Visualizing the dynamic movements and interactions between biomolecules remains a challenge, motivating the development of new optical technology and computational algorithms for imaging at the nanoscale. We have built two technologies for multidimensional imaging of single molecules (SMs): the Tri-spot point spread function (PSF) and the Robust Statistical Estimation (RoSE) algorithm. The Tri-spot PSF measures each second moment of SM orientation with near-uniform sensitivity, thereby capturing the orientation and rotational diffusion of SMs using just one camera frame. For 3D imaging, we developed RoSE to minimize the vectorial localization errors in super-resolution microscopy that result from both the structure of the sample and the PSF itself. By estimating the likelihood of a blinking event to be present in each imaging frame, RoSE localizes molecules accurately and minimizes false localizations even when images overlap.

Bio:

Professor Lew joined the faculty at Washington University in St. Louis in 2015, after completing his PhD in Electrical Engineering in the Moerner Lab and a postdoctoral appointment in the de la Zerda group at Stanford.

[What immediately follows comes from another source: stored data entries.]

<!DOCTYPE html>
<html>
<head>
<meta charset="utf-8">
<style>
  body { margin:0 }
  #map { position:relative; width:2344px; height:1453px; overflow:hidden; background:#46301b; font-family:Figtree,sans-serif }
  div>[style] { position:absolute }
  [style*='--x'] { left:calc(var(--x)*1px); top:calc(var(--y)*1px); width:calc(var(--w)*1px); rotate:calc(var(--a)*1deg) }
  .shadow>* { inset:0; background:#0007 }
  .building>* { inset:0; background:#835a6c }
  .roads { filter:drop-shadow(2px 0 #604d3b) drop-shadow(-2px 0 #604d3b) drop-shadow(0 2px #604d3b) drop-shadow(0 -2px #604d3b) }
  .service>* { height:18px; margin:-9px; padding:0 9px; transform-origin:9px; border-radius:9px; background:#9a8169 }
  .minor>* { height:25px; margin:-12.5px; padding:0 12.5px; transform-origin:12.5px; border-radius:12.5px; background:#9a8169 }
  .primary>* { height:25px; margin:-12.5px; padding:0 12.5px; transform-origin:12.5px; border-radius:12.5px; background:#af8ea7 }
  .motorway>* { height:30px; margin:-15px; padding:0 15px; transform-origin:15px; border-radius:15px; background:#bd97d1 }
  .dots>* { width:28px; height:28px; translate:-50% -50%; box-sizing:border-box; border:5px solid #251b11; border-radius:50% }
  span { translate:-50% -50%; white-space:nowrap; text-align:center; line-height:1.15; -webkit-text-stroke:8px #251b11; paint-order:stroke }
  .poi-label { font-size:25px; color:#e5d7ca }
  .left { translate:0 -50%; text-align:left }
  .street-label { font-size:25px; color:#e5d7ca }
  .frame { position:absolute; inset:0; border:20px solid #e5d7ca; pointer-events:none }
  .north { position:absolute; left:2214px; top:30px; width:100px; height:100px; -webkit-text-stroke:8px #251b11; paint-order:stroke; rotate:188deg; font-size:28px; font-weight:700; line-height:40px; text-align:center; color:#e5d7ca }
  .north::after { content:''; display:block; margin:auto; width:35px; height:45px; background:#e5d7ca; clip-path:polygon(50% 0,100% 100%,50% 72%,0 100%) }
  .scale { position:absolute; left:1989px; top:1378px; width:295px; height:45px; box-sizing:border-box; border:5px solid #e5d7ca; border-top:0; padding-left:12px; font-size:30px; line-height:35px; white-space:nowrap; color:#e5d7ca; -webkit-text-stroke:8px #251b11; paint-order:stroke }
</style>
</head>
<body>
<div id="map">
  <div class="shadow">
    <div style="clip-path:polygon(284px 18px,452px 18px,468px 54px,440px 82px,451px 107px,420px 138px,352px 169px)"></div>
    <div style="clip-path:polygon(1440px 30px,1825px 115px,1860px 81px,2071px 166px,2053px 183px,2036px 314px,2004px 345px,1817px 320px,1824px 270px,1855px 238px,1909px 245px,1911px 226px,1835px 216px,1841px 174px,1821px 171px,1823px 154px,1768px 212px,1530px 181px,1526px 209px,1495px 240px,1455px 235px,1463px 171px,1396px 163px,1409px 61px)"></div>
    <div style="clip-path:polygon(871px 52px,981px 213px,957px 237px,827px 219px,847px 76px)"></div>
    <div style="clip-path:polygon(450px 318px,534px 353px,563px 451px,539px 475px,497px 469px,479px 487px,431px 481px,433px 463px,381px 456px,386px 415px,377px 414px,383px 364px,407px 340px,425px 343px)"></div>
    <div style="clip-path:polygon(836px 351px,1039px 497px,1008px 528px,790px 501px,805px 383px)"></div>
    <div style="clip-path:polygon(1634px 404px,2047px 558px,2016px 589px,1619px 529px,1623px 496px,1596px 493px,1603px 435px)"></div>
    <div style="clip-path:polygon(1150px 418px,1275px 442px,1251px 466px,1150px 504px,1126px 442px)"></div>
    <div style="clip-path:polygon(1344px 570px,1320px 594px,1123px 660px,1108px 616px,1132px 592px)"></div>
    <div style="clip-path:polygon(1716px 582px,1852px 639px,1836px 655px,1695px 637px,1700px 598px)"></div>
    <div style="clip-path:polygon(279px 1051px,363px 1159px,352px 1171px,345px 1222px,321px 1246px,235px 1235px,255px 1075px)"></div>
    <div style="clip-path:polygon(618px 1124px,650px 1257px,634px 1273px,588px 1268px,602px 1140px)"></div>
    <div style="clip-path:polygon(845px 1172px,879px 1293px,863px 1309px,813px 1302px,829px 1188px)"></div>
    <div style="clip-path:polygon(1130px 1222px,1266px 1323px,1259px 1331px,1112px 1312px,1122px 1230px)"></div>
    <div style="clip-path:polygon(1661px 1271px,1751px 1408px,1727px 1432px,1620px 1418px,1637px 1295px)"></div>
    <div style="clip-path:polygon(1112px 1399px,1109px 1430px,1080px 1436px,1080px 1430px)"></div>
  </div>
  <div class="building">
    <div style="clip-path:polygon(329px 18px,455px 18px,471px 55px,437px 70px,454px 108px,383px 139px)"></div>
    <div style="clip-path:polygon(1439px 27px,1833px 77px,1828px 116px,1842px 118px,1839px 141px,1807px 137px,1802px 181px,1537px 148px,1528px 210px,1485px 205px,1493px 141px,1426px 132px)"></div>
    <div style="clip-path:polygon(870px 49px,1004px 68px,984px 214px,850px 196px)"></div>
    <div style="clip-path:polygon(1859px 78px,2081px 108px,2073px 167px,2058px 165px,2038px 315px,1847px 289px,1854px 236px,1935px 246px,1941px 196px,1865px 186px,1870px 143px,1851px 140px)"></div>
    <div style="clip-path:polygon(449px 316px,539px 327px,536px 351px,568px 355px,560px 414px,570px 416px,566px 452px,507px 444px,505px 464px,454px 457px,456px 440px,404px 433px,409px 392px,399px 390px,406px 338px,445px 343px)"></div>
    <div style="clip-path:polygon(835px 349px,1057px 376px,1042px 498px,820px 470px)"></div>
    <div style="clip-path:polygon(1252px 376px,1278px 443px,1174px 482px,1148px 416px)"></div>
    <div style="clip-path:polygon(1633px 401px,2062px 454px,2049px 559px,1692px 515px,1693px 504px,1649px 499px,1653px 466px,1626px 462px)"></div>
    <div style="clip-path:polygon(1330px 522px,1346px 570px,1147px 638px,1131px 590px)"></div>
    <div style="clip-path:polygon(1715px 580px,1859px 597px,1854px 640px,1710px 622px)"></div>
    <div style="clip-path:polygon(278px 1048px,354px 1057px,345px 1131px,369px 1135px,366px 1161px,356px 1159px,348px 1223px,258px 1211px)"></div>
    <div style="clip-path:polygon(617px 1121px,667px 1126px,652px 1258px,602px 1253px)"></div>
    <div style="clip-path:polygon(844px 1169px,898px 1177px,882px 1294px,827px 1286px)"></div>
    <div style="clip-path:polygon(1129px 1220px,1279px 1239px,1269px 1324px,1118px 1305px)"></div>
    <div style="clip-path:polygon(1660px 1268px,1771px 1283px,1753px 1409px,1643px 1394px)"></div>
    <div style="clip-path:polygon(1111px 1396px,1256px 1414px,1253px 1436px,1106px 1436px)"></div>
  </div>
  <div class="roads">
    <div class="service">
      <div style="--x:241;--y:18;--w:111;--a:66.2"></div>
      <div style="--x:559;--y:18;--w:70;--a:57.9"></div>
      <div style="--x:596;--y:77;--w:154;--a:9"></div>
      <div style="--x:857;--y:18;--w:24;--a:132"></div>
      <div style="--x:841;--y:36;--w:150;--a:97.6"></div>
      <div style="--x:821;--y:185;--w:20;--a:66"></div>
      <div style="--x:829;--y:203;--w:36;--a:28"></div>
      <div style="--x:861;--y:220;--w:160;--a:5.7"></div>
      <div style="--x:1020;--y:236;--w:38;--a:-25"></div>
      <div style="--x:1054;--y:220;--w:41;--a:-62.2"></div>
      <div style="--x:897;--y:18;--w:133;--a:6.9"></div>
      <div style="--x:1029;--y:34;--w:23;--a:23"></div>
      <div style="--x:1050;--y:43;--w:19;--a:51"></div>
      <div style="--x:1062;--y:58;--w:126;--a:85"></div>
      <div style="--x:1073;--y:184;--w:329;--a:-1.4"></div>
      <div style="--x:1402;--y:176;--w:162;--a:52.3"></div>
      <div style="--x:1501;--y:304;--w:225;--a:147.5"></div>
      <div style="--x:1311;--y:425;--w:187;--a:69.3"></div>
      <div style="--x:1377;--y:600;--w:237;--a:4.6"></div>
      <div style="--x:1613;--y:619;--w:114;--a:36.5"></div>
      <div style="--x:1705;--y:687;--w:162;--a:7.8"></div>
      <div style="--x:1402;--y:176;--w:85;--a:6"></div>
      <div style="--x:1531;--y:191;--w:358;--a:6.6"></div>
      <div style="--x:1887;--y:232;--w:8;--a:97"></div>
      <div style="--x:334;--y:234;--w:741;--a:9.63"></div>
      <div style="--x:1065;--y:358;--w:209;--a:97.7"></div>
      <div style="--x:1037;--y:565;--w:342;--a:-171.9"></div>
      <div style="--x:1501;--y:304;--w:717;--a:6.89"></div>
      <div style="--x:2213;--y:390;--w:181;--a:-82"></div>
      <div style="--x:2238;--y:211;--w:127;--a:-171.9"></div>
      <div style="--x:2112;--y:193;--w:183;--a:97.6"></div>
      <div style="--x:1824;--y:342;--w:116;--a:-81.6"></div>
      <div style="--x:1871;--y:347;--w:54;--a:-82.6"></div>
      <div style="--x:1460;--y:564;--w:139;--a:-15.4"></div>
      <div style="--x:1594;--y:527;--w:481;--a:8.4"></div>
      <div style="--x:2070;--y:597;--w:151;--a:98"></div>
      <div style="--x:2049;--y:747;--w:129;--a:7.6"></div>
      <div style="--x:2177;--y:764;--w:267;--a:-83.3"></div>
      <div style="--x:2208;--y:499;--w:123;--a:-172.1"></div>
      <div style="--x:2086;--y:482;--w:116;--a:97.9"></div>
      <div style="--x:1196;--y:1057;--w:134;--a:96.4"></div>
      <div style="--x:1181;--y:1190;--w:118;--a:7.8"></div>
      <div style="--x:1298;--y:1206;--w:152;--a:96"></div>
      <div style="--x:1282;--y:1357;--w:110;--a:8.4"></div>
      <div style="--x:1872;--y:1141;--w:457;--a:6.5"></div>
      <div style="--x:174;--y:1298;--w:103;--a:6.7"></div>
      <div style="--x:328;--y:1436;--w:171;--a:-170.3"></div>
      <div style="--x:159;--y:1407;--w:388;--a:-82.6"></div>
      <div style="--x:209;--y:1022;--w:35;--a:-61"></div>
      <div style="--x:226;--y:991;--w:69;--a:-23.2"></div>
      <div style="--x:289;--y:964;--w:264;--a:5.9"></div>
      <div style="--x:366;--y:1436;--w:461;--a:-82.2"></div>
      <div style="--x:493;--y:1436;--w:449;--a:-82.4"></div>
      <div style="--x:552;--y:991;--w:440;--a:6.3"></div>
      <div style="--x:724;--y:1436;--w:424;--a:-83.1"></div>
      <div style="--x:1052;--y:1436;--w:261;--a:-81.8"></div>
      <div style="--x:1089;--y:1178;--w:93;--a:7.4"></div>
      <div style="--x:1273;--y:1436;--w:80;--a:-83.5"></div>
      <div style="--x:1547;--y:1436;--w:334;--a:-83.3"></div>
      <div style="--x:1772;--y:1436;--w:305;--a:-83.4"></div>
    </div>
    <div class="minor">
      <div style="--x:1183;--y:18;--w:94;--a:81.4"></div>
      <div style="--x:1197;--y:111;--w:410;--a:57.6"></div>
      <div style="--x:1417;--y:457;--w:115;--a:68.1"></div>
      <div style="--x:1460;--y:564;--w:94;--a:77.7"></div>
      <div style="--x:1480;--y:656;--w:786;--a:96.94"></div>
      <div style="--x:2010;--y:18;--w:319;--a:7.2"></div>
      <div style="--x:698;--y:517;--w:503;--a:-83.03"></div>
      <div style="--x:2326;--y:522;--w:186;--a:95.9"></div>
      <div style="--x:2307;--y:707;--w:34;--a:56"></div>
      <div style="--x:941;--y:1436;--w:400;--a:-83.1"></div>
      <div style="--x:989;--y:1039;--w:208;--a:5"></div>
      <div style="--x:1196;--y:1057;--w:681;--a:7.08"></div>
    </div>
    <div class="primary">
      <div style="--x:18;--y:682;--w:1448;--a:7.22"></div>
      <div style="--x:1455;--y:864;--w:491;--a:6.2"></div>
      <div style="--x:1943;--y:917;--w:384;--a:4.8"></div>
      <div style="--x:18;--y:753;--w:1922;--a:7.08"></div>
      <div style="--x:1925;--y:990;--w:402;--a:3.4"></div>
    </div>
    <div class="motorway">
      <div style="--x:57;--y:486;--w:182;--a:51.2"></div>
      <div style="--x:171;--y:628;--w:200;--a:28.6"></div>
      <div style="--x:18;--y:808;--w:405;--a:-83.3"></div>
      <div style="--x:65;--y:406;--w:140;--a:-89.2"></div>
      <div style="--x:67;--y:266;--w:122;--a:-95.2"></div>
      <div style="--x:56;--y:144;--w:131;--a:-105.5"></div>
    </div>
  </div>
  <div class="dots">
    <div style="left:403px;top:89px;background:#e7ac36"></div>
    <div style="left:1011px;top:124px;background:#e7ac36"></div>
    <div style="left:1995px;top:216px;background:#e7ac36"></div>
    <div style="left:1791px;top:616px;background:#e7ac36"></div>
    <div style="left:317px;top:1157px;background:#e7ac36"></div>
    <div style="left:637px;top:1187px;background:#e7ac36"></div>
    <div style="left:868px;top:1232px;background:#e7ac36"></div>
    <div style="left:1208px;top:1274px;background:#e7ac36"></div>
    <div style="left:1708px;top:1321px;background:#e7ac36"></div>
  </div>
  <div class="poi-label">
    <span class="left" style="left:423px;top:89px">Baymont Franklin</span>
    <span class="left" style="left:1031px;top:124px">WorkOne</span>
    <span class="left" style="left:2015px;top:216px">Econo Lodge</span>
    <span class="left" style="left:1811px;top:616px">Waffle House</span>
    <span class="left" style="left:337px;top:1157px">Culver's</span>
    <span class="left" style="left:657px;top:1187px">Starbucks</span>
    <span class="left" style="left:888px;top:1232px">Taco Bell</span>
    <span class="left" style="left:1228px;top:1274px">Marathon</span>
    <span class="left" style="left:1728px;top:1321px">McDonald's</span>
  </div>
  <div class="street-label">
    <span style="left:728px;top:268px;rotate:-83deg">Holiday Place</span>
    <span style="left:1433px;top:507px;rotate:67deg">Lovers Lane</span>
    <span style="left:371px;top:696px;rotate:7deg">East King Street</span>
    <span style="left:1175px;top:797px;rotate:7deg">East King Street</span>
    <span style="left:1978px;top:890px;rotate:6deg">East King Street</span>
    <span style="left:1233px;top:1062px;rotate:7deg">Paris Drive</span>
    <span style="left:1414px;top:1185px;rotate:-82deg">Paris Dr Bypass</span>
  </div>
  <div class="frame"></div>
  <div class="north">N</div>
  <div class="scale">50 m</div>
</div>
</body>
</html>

Professor Lew is a recipient of a 2017 NSF CAREER Award for his project entitled "CAREER: Nanoscale sensing and imaging using computational single-molecule nanoscopy." In 2016, Professor Lew was given the Hiruma/Wagner Award at the 16th Conference of Peace through Mind/Brain Science. He has also received a Second Place Poster Award at the Gordon Research Conference "Single-Molecule Approaches to Biology" and a PicoQuant Young Investigator Award at SPIE Photonics West. Professor Lew is a member the Optical Society, SPIE, the American Chemical Society, Tau Beta Pi, and the American Association for the Advancement of Science. He was co-president of the Stanford Optical Society in 2013-14 and chair of the Stanford University Photonics Retreat in 2013.